Seguimos a los demás y nos sentamos de nuevo en nuestra esquina. El ungüento estaba dejando de hacer efecto y el dolor en mi tobillo era cada vez más grande. Podía sentirlo en todo el cuerpo: hasta la rodilla, en la panza, en la cabeza. Casi no me dejaba pensar. Quise hablar con Perien, pero el esfuerzo sólo me provocó náuseas. No, no. Tendría que ser después. 

De repente, un ruido como salido de un sueño me despertó de mi dolor. Perien se levantó de un salto, y corrió hasta la puerta. No lo había soñado, era un ruido real después de todo, y muy insistente. Lo comencé a escuchar cada vez más claramente. Eran voces y golpes, en la puerta de la sede, a unos pasos de donde estábamos. Instintivamente traté de levantarme, obviamente en vano, pero alguien me ayudó. Me sostuvieron por debajo del hombro y no caí. Agradeciendo entre susurros, levanté la vista. Los enormes ojos verdes de Jade me sonreían, así como tantas otras veces en la comuna. “¿Jade?”, le pregunté, mirando mejor: el rostro que había creído ver había cambiado. Era una imp distinta; ni siquiera tenía ojos verdes. ¿Qué me estaba pasando?
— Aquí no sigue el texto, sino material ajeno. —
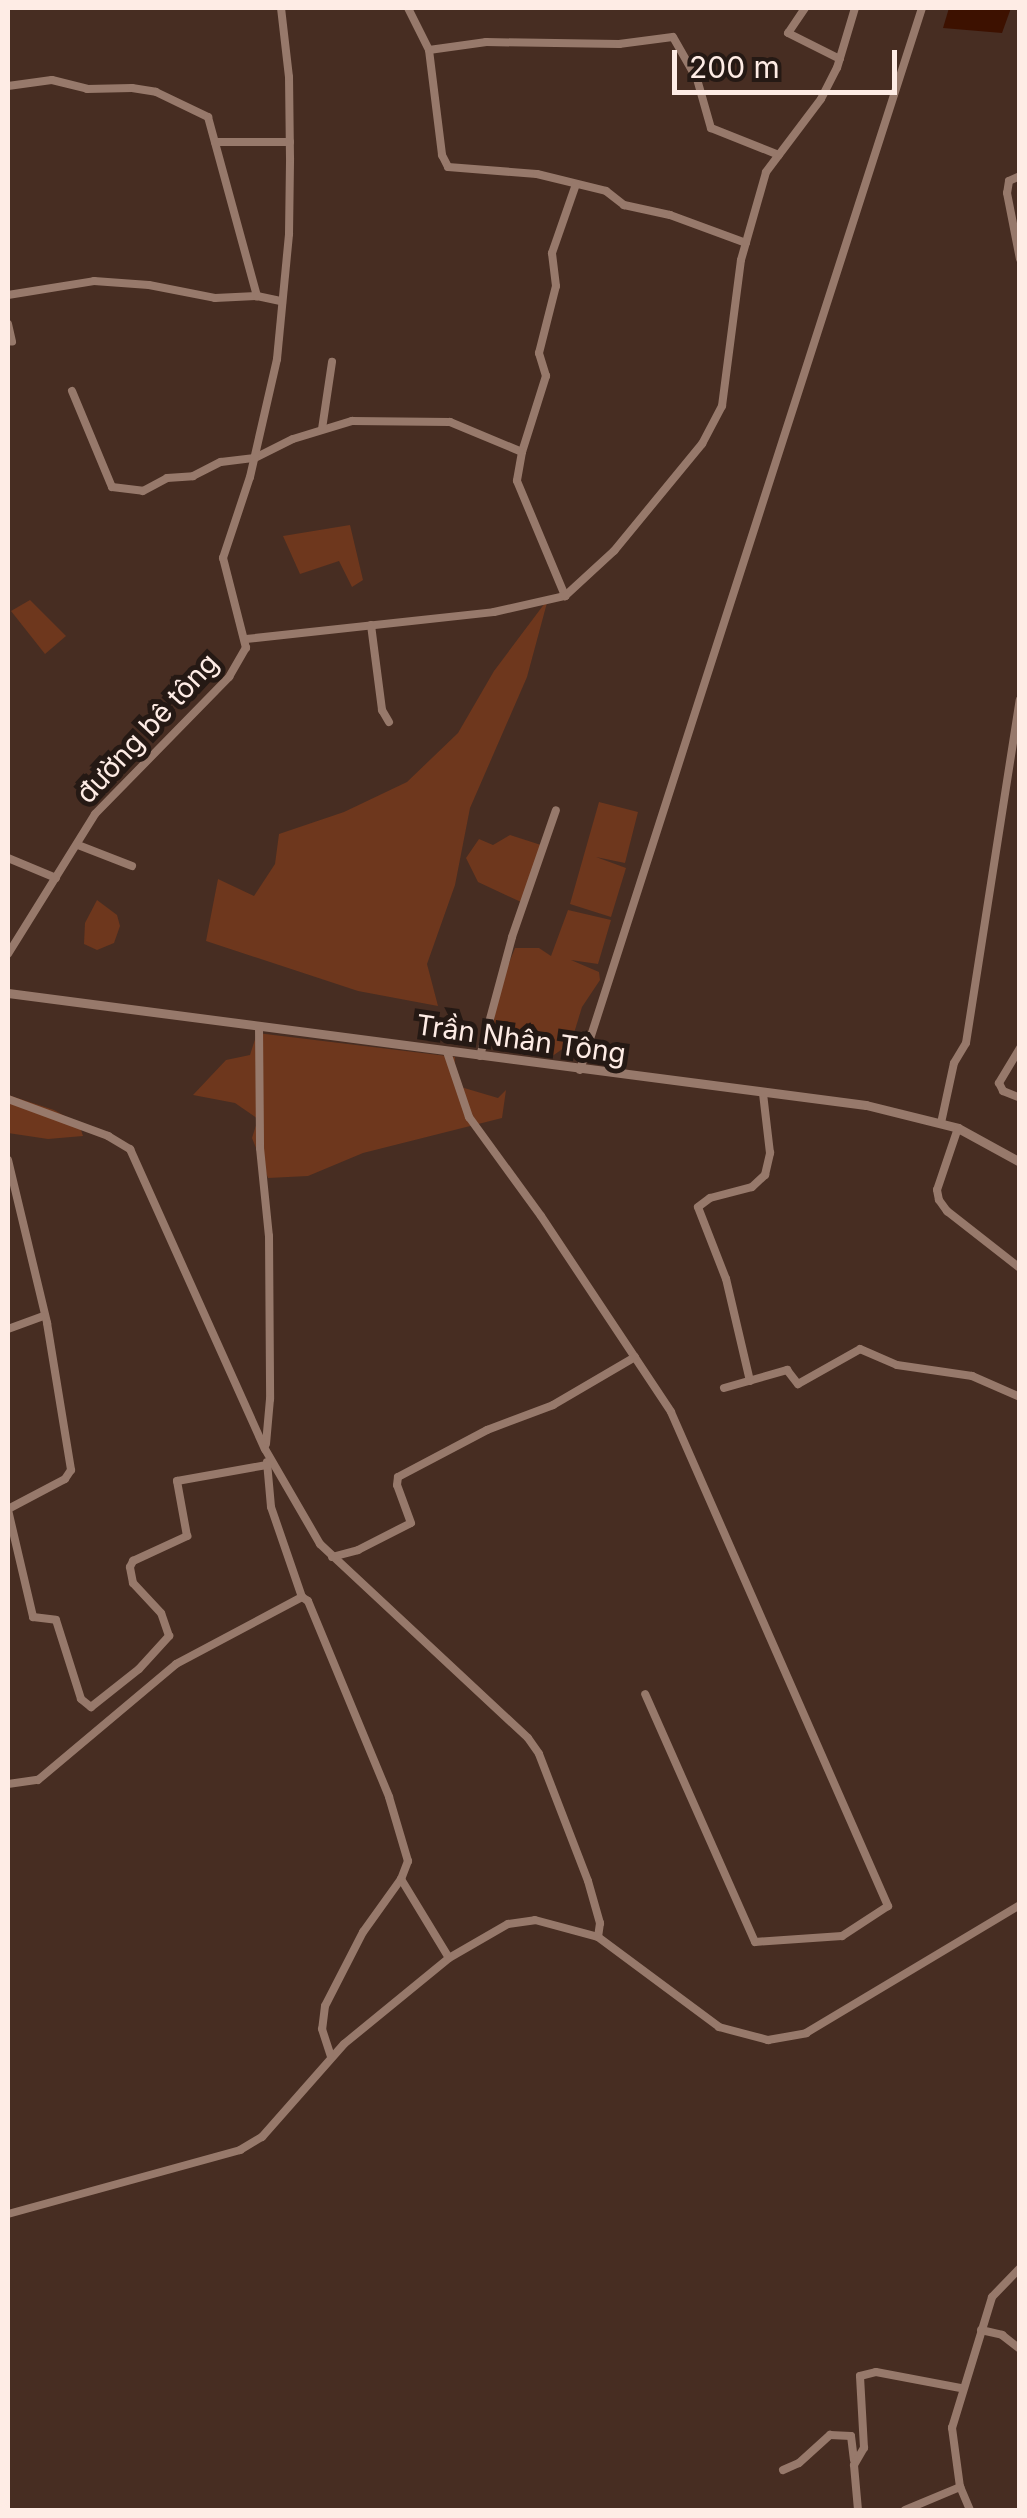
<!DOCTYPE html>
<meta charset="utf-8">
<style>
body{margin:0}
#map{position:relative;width:1027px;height:2518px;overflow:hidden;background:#472d22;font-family:Inter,sans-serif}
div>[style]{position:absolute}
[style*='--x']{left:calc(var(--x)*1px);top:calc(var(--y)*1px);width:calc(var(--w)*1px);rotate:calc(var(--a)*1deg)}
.green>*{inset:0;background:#6e371d}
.water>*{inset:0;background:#3d1100}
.minor>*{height:8px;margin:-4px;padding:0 4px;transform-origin:4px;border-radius:4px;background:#97796b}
.tertiary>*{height:9px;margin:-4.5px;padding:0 4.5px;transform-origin:4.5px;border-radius:4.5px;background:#97796b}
span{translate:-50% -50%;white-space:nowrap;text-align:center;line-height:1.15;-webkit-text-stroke:10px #251914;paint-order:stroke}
.street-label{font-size:28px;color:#feece5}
.frame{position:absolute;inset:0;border:10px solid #feece5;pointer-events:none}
.scale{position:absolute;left:672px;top:50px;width:225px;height:45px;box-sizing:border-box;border:5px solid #feece5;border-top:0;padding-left:12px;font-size:30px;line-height:35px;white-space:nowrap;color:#feece5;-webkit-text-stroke:8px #251914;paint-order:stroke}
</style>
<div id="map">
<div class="green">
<div style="clip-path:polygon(350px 525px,363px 580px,352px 587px,339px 561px,300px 574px,283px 536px)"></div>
<div style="clip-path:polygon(548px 599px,527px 677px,470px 808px,455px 885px,427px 964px,438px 1006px,358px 991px,206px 941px,218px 879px,254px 896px,275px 864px,279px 834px,344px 812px,407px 782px,458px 733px,494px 671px)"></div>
<div style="clip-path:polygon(30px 600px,66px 636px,45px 654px,11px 611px)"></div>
<div style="clip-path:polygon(599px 802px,638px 812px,625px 863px,596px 857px,626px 868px,611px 917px,570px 904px)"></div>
<div style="clip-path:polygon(510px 835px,541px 845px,521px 902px,478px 882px,466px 858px,479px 839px,493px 845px)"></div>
<div style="clip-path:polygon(97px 900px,117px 915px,120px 926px,114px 943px,97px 950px,84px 944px,85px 923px)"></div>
<div style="clip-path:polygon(568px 910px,611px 920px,598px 964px,571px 960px,599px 972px,600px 980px,582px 1007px,571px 1043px,551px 1057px,490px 1046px,499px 988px,515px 948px,539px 948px,551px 956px)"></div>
<div style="clip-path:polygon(257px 1033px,455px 1057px,454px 1085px,498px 1098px,506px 1090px,502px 1118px,363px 1153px,308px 1176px,268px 1178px,252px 1138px,258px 1119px,235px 1103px,193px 1095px,226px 1060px,250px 1055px)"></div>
<div style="clip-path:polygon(8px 1095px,54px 1110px,79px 1124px,83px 1136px,48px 1139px,8px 1133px)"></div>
</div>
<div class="water">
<div style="clip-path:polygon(949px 8px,1011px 8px,1002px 33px,943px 28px)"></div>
</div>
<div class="minor">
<div style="--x:408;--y:8;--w:47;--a:63.4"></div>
<div style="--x:429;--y:50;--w:106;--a:82.9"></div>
<div style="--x:442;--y:155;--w:13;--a:63"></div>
<div style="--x:448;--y:167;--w:89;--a:4.5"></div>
<div style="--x:537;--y:174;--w:71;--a:13.8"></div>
<div style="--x:606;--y:191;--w:23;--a:38"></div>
<div style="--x:624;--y:205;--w:47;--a:12.3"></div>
<div style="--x:670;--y:215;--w:81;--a:20.2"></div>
<div style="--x:805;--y:8;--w:30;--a:124"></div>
<div style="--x:788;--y:33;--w:58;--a:26.6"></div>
<div style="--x:429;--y:50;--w:58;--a:-8"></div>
<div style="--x:486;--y:42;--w:133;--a:0.9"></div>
<div style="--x:619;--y:44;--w:54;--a:-7.4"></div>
<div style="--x:673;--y:37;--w:48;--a:60.3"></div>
<div style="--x:697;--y:79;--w:51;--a:74.1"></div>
<div style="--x:711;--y:128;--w:73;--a:21.7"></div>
<div style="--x:8;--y:86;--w:44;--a:-7.8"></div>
<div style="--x:52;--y:80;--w:36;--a:14"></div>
<div style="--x:87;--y:89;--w:45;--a:-1.3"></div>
<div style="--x:132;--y:88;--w:24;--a:9"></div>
<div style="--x:156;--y:92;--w:58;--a:25.7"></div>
<div style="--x:208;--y:117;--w:186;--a:74.7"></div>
<div style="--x:215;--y:142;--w:75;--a:0"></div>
<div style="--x:1020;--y:176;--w:12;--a:156"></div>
<div style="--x:1009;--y:181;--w:12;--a:99"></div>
<div style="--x:1007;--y:193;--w:67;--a:78.9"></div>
<div style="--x:8;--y:295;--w:87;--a:-9.2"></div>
<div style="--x:94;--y:281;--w:55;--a:4.2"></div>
<div style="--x:149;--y:285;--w:67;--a:11.1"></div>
<div style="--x:215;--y:298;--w:42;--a:-2.7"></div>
<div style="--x:257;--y:296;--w:24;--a:12"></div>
<div style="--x:8;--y:324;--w:18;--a:77"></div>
<div style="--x:72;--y:391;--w:104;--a:67.4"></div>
<div style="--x:112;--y:487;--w:31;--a:7"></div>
<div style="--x:143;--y:491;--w:27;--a:-28"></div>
<div style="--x:167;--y:478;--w:26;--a:-4"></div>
<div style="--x:193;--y:476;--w:31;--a:-27"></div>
<div style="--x:221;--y:462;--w:34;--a:-7"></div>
<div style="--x:255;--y:458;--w:42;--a:-26.6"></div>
<div style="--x:293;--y:439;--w:62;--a:-17"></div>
<div style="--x:352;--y:421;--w:98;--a:0.6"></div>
<div style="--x:450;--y:422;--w:78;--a:22.6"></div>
<div style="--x:522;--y:452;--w:80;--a:-72.5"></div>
<div style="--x:546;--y:376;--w:24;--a:-107"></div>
<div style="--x:539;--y:353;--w:69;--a:-75.8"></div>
<div style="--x:556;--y:286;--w:33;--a:-97"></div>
<div style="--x:552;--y:253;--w:73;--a:-70.8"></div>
<div style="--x:322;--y:429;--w:68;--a:-81.5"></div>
<div style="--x:522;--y:452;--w:29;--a:100"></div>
<div style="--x:517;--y:481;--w:125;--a:67.3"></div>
<div style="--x:371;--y:625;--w:86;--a:82.6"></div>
<div style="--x:382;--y:710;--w:14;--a:60"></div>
<div style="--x:246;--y:639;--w:249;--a:-6.2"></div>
<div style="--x:494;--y:612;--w:73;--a:-12.7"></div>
<div style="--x:565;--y:596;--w:67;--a:-42.6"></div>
<div style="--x:614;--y:551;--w:139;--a:-50.6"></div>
<div style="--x:702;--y:444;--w:43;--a:-62.2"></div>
<div style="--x:722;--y:406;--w:147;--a:-82.6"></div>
<div style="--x:741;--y:260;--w:91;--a:-74.1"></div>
<div style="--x:766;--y:172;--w:91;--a:-53"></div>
<div style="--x:821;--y:99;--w:35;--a:-63"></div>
<div style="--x:837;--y:68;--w:63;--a:-73.3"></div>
<div style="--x:78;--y:845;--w:58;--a:21.3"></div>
<div style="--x:8;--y:858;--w:52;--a:22.6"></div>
<div style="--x:8;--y:954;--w:165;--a:-58.1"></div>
<div style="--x:95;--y:814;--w:192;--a:-45.6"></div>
<div style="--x:229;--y:677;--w:34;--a:-60"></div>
<div style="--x:246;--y:648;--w:93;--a:-104.3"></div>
<div style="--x:223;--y:558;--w:85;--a:-71.6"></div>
<div style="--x:250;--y:477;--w:121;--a:-77.1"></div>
<div style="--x:277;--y:359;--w:126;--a:-84.5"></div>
<div style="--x:289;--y:234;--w:76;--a:-89.2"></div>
<div style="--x:290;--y:158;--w:81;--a:-90.7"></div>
<div style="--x:289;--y:77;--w:69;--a:-96.6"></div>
<div style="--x:259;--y:1027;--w:121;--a:89.5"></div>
<div style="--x:260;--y:1148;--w:88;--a:84.2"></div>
<div style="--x:269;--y:1236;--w:163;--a:89.6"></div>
<div style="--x:270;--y:1399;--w:45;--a:95.1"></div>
<div style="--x:1020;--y:1048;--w:41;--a:121"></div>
<div style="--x:999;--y:1083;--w:9;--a:63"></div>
<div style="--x:1003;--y:1091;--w:18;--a:22"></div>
<div style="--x:447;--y:1052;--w:69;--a:71.3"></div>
<div style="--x:469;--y:1117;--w:122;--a:54"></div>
<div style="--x:541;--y:1216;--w:235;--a:56.4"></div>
<div style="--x:671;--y:1412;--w:540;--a:66.29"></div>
<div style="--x:888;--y:1906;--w:55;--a:146.9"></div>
<div style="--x:842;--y:1936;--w:87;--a:176.1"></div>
<div style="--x:755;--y:1942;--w:271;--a:-113.9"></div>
<div style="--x:480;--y:1056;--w:123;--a:-74.9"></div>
<div style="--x:512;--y:937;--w:134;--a:-70.9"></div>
<div style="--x:580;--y:1070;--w:1116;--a:-72.15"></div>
<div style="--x:8;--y:1099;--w:107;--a:20.3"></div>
<div style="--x:108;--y:1136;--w:26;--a:31"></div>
<div style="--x:130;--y:1149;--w:329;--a:65.8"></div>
<div style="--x:265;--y:1449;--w:110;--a:59.9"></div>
<div style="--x:320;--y:1544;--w:284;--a:43"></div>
<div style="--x:528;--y:1738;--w:19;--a:55"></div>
<div style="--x:539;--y:1754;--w:136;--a:68.9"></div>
<div style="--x:588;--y:1881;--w:44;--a:74.1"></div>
<div style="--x:600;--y:1923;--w:14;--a:98"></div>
<div style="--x:941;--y:1123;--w:61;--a:-77.8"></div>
<div style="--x:954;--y:1063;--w:23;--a:-59"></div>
<div style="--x:966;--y:1043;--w:347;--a:-81.1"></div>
<div style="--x:958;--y:1128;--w:65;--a:108.7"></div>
<div style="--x:937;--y:1190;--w:10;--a:79"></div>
<div style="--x:939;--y:1200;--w:14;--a:54"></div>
<div style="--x:947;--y:1211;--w:93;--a:38"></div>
<div style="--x:8;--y:1160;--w:168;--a:76.5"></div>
<div style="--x:47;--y:1323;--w:149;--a:80.7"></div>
<div style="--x:71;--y:1470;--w:11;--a:124"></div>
<div style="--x:65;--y:1479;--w:64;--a:152.2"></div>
<div style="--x:8;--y:1329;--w:37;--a:-20"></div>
<div style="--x:750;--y:1381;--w:105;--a:-103.2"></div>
<div style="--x:726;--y:1279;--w:77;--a:-111.3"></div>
<div style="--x:698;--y:1207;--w:15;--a:-37"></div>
<div style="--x:710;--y:1198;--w:43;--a:-14.7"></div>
<div style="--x:752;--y:1187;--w:18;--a:-43"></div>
<div style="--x:765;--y:1175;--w:23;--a:-77"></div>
<div style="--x:770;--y:1153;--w:60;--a:-96.7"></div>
<div style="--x:724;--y:1388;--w:66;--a:-15.9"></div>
<div style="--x:787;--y:1370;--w:18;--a:52"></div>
<div style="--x:798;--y:1384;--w:71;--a:-29.4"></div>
<div style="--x:860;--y:1349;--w:40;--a:23.4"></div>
<div style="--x:897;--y:1365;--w:76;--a:8.3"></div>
<div style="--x:972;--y:1376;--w:52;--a:23.6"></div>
<div style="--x:267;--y:1462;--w:45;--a:84.9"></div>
<div style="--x:271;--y:1507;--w:95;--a:71"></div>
<div style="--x:8;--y:1510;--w:110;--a:76.8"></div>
<div style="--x:33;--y:1617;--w:23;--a:7"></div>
<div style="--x:56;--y:1620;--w:83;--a:72.4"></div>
<div style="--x:81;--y:1699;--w:13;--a:39"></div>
<div style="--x:91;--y:1707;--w:61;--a:-38.4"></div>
<div style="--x:139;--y:1669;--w:45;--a:-47.7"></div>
<div style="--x:169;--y:1636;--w:24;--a:-109"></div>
<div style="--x:161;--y:1613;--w:41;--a:-133"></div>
<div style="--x:133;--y:1583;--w:16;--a:-101"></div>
<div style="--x:130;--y:1567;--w:7;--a:-63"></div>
<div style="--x:133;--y:1561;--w:60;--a:-24.8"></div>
<div style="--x:187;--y:1536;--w:56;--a:-100.3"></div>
<div style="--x:177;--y:1481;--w:91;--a:-10.1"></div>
<div style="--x:332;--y:1557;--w:27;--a:-15"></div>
<div style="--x:358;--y:1550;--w:59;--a:-27"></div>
<div style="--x:411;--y:1523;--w:40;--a:-110.2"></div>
<div style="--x:397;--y:1485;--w:8;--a:-83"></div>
<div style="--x:398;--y:1477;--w:101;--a:-27.8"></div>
<div style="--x:487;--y:1430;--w:71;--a:-20.7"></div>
<div style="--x:553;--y:1405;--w:95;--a:-30.3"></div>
<div style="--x:8;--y:1784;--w:30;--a:-8"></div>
<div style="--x:38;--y:1780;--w:180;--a:-40"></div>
<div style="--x:176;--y:1664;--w:143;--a:-28"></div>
<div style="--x:302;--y:1597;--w:7;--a:34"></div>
<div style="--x:308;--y:1601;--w:212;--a:67.5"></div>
<div style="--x:389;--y:1797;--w:67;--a:73.5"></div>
<div style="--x:408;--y:1861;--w:19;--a:111"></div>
<div style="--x:401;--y:1879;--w:65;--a:125.6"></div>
<div style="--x:363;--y:1932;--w:83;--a:117.2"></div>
<div style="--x:325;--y:2006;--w:23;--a:97"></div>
<div style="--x:322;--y:2029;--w:29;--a:72"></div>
<div style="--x:401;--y:1879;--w:92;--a:58.7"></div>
<div style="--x:8;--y:2214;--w:241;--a:-15.4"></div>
<div style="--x:240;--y:2150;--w:26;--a:-31"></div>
<div style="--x:262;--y:2137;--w:124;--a:-48.6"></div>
<div style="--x:344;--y:2044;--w:136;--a:-39.3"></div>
<div style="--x:449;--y:1958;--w:68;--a:-30"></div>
<div style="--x:508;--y:1924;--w:27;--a:-8"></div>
<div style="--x:535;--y:1920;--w:65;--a:15.1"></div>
<div style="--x:598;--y:1937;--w:151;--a:36.6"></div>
<div style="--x:719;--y:2027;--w:51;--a:14.9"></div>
<div style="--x:768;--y:2040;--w:39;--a:-10"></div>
<div style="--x:806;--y:2033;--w:249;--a:-30.9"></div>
<div style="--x:981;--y:2330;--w:22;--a:13"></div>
<div style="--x:1002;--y:2335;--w:23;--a:38"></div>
<div style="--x:783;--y:2470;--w:17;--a:-24"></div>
<div style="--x:799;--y:2463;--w:42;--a:-42.1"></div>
<div style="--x:830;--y:2435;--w:21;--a:3"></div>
<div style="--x:851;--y:2436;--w:24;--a:83"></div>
<div style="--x:858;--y:2510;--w:45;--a:-95.1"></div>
<div style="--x:854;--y:2465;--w:20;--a:-60"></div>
<div style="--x:864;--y:2448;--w:72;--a:-93.2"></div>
<div style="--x:860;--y:2376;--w:16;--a:-14"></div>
<div style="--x:876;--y:2372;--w:86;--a:10.7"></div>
<div style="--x:905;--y:2510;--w:60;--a:-22.7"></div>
<div style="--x:970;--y:2510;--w:25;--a:-113"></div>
<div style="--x:960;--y:2487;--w:60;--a:-97.7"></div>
<div style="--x:952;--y:2428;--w:137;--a:-73"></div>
<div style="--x:992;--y:2297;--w:40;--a:-46"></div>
</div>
<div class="tertiary">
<div style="--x:8;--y:993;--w:865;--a:7.44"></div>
<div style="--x:866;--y:1105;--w:95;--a:14"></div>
<div style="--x:958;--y:1128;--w:71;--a:28.7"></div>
</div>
<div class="street-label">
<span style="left:147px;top:728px;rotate:-47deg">đường bê tông</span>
<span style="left:521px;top:1039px;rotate:8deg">Trần Nhân Tông</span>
</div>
<div class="frame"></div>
<div class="scale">200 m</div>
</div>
Me dejé guiar hasta la puerta, donde los golpes seguían, cada vez más fuertes. Las voces se habían convertido en gritos, gritos que no terminaban de pasar a través del grueso cristal de la puerta. Alcé la vista, pero no pude ver nada. Seguimos acercándonos lentamente, entre la espesa cantidad de gente que se había amontonado contra la puerta, sin tener idea de qué estaba sucediendo, tratando de escuchar los gritos ahogados del otro lado del edificio. Y entonces lo oí: alguien estaba llamando mi nombre. Era la voz de Lyal. Agradecí a la chica que me había estado acompañando, y la solté. Llegué hasta la puerta como pude, brincando en un pie y sosteniéndome de las personas que había alrededor mío. Si algo había de bueno en ser pequeña era eso: podía escabullirme fácilmente entre la gente, y nadie parecía sentir mi peso.